Blackboard’s response speed slowed noticeably again yesterday, the third consecutive Monday that the website has had slow or interrupted service.
Internet Technology Services (ITS) reported the reduced speeds at 1:28 p.m. on the ITS system status website where ITS regularly reports on the status of various technology services such as Blackboard, BU Brain and BMail. The University also sent out a supplemental B-Line email to all students at 3:30 p.m. alerting them that the system was experiencing problems.
During the next three hours, ITS reported that they had contacted Blackboard Inc. to try to identify and resolve the issue. At 4:46 p.m., the time of the last update to the ITS website yesterday, ITS said it was still monitoring the situation in attempt to identify the cause.
Blackboard’s slowed response times yesterday were not nearly as severe as the issues Blackboard has experienced intermittently during the past few weeks, according to Mark Reed, associate vice president of ITS.
“While response is sporadic, it’s nothing like it was at its worst last week,” Reed said. “My last few tests yielded about two to five-second response time, though it has been as long as 30 seconds.”
During the past two weeks, Blackboard has experienced fluctuations in its response time, rendering it unusable for extended periods of time.
The problem first arose on Monday, Oct. 3. Though the site was never technically offline, the reduced response speeds of the site had students waiting upwards of 10 minutes for one page to fully load, Reed said.
ITS said the problem should have improved when programmers at Blackboard provided them with a patch to correct a bug that was not allowing students’ sessions to close properly.
After applying the patch on Tuesday morning, Blackboard was functional for the full day on Tuesday, Oct. 5 before response times dropped again on Wednesday, Oct. 6.

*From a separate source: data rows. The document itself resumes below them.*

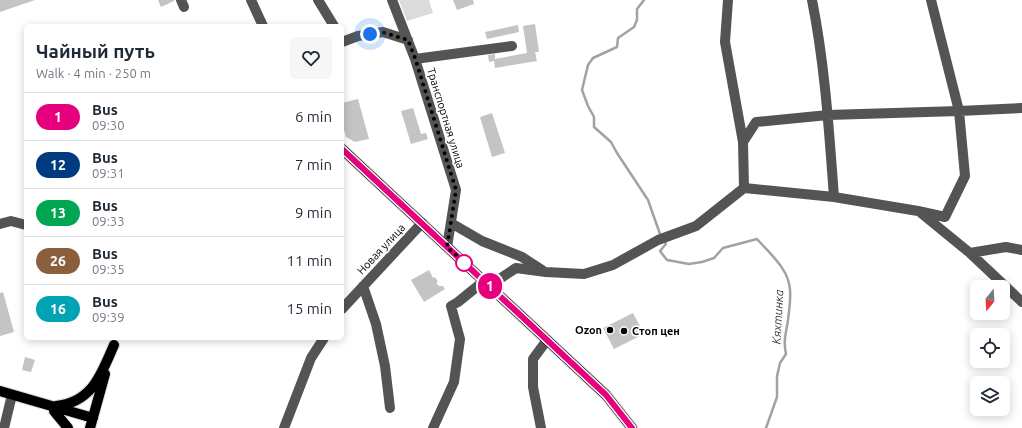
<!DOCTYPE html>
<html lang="en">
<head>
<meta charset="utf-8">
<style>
	body { margin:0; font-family:Ubuntu,sans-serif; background:#f6f6f7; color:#1f2937; height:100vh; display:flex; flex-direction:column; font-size:15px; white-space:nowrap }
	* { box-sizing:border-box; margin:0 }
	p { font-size:13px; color:#747a83 }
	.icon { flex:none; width:22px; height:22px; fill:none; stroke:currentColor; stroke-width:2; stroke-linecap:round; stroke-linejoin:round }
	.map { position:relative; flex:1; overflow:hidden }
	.sheet { position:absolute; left:24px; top:24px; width:320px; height:316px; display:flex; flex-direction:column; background:#fff; border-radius:6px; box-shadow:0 2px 10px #0003 }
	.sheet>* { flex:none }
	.badge { padding:0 8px; border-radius:13px; font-size:14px; line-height:26px }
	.needle { width:26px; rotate:198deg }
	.controls { position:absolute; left:970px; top:280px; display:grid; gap:8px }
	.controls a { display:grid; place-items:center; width:40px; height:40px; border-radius:6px; background:#fff; box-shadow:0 2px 10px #0003; font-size:20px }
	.you { position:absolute; width:20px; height:20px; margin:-10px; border:3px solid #fff; border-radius:50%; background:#1a73e8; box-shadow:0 0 0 6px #1a73e833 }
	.map>.badge { position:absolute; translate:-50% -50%; box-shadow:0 0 0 2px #fff }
	.round { display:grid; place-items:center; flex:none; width:42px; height:42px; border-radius:6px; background:#f6f6f7 }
	.overview { display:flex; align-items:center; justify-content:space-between; height:68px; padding:0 12px }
	h1 { font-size:19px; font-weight:600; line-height:30px }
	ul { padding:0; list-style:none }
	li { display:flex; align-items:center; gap:12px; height:48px; padding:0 12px; border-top:1px solid #e0e1e3 }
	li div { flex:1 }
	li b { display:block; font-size:15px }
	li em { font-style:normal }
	li .badge { min-width:44px; font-weight:700; text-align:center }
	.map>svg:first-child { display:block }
	.green { fill:#dbdbdb }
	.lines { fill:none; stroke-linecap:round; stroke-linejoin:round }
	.stream { stroke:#a2a2a2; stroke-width:2.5 }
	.building { fill:#c4c4c4 }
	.major-casing { stroke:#dbdbdb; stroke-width:12 }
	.minor { stroke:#545454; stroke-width:10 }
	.major { stroke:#000; stroke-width:10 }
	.line-casing { stroke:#fff; stroke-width:9 }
	.line { stroke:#e6007e; stroke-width:6 }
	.walk { stroke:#000; stroke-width:4; stroke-dasharray:0 7.2 }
	.stop-dot { fill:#fff; stroke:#e6007e; stroke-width:2 }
	.poi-dot { fill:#000; stroke:#fff; stroke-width:1.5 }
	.labels { text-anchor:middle; stroke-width:3.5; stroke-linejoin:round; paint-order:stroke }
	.street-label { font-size:11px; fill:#000; stroke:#fff }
	.poi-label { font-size:11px; font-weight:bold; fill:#000; stroke:#fff; text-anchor:end }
	.water-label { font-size:12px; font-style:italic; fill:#434343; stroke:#fff }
</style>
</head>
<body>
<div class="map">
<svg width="1022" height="428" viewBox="0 0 1022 428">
	<rect width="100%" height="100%" fill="#fff"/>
	<path class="green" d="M399 0H429L433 13 407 21Z"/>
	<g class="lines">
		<path class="stream" d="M644 0 637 9V20L634 27 618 38 617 47 593 58 588 65 582 90 588 106 594 117V127L611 142 617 153 648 200 660 234
			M664 241 666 244 660 251 667 260 689 264 702 262 714 258 723 248 757 239C770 254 789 269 790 290 791 299 789 311 788 320 786 334 783 340 786 354L780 363 777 376V397L766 428"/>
	</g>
	<path class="building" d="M0 0H35L0 12Z
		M158 0H174V1L161 7Z
		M453 0H473L474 4 457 10Z
		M535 24 539 52H535L537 61 495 68 494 61 489 62 488 55 495 54V59L527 53 523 26Z
		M518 25 519 32 487 39 485 32Z
		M358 99 369 139 355 142 346 137 342 122V103Z
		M413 108 421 134 426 133 428 139 411 144 401 111Z
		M492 113 505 153 492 157 480 117Z
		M429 270 433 278 435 277 438 282 436 283 439 286H443L445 289 424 302 411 280Z
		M3 292 14 332 0 336V293Z
		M633 313 644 334 614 349 603 328Z
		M25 357 35 360 31 372 22 370Z"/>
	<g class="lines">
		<defs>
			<path id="major" d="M342 149 606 395 632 428
				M0 391 93 418
				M56 406C93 402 101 374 114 345
				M54 411 68 428
				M90 428 105 374"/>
		</defs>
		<use href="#major" class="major-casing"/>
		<path class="minor" d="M181 0 184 7
			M251 0 263 26
			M318 0 334 26
			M392 0 415 59 456 190 447 247
			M728 0 725 42 743 142 744 188
			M812 0C825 65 829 131 834 197
			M342 42 358 36 383 32 408 40
			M415 59 512 46
			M743 142 756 122 828 115 959 111 1022 108
			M921 213 970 253 1022 302
			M451 223 482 241 522 257 542 270
			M0 224 11 221 26 225
			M970 253 1006 247 1022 250
			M363 286 376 324 385 366 390 408
			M489 286 516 268 546 272 584 274 613 265 658 240 696 226 744 188 834 197 918 211 945 217 965 176 959 111 931 0
			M342 309 422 223
			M4 428 11 399
			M284 428 311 358 324 338
			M433 428 454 382 460 339 451 306 458 302 484 281
			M541 428 533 387V359L547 340"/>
		<use href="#major" class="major"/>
	</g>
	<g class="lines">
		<defs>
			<path id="line" d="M342 149 606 395 632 428"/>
		</defs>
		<use href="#line" class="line-casing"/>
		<use href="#line" class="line"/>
		<path class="walk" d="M370 34 382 32 408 40 415 58 456 190 447 247 466 264 464 263"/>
	</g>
	<circle class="stop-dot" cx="464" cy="263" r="8"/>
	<g class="poi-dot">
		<circle cx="610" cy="330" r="4"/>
		<circle cx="624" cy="331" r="4"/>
	</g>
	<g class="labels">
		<g class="street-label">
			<text transform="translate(446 118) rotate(73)" y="4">Транспортная улица</text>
			<text transform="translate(381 249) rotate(-47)" y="4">Новая улица</text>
		</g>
		<g class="poi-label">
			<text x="602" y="334">Ozon</text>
			<text x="632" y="335" text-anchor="start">Стоп цен</text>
		</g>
		<g class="water-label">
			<text transform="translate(778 317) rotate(-87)" y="4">Кяхтинка</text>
		</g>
	</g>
</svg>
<div class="controls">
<a><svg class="needle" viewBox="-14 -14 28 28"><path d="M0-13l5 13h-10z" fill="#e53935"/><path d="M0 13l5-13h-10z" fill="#747a83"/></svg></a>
<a><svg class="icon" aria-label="locate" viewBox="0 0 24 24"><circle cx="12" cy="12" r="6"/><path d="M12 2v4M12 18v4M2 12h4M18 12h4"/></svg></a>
<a><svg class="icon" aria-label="layers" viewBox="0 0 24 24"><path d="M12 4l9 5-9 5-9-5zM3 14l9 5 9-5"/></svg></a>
</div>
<div class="you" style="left:370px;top:34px"></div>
<b class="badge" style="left:490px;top:286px;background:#e6007e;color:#fff">1</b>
<section class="sheet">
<div class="overview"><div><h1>Чайный путь</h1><p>Walk · 4 min · 250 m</p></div><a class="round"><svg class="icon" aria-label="heart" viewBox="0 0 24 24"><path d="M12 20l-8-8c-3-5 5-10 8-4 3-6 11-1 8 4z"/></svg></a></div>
<ul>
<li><span class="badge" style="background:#e6007e;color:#fff">1</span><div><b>Bus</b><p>09:30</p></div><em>6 min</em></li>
<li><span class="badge" style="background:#003b80;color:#fff">12</span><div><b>Bus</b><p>09:31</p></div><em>7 min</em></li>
<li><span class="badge" style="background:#00a651;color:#fff">13</span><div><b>Bus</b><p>09:33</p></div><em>9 min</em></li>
<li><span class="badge" style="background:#8b5e3c;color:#fff">26</span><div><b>Bus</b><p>09:35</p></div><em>11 min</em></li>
<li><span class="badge" style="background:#00a3b4;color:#fff">16</span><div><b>Bus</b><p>09:39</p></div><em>15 min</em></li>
</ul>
</section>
</div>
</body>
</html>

An increase in memory on Wednesday afternoon provided another temporary fix to the site until Monday, Oct. 10, when speeds dropped to five to 10 minutes of load time for a page to open completely.
Reed said ITS believed that it and Blackboard Inc. had successfully identified a new indexing feature, which the company applied to its website in a recent software update, as the overarching issue last Tuesday. After applying a patch to correct the indexing problem, Blackboard was operational for six full days before response speeds dropped again yesterday.
Students have taken notice of the reduced speeds during the past weeks and have voiced their complaints that a crucial tool is so frequently unreliable.
Raymond Li, a senior majoring in biology, said he was unprepared for class last week due to the slow response times.
“I couldn’t get my notes from class or print things I needed for class,” Li said. “[Blackboard’s] always slow for me.”
Amarnath Kuppannan, a junior majoring in industrial and systems engineering, said that he expects more effective services from the University.
“We’re paying so much money,” Kuppannan said. “I’d like to know that I’m getting good services for it. Especially Internet. It’s so slow on campus.”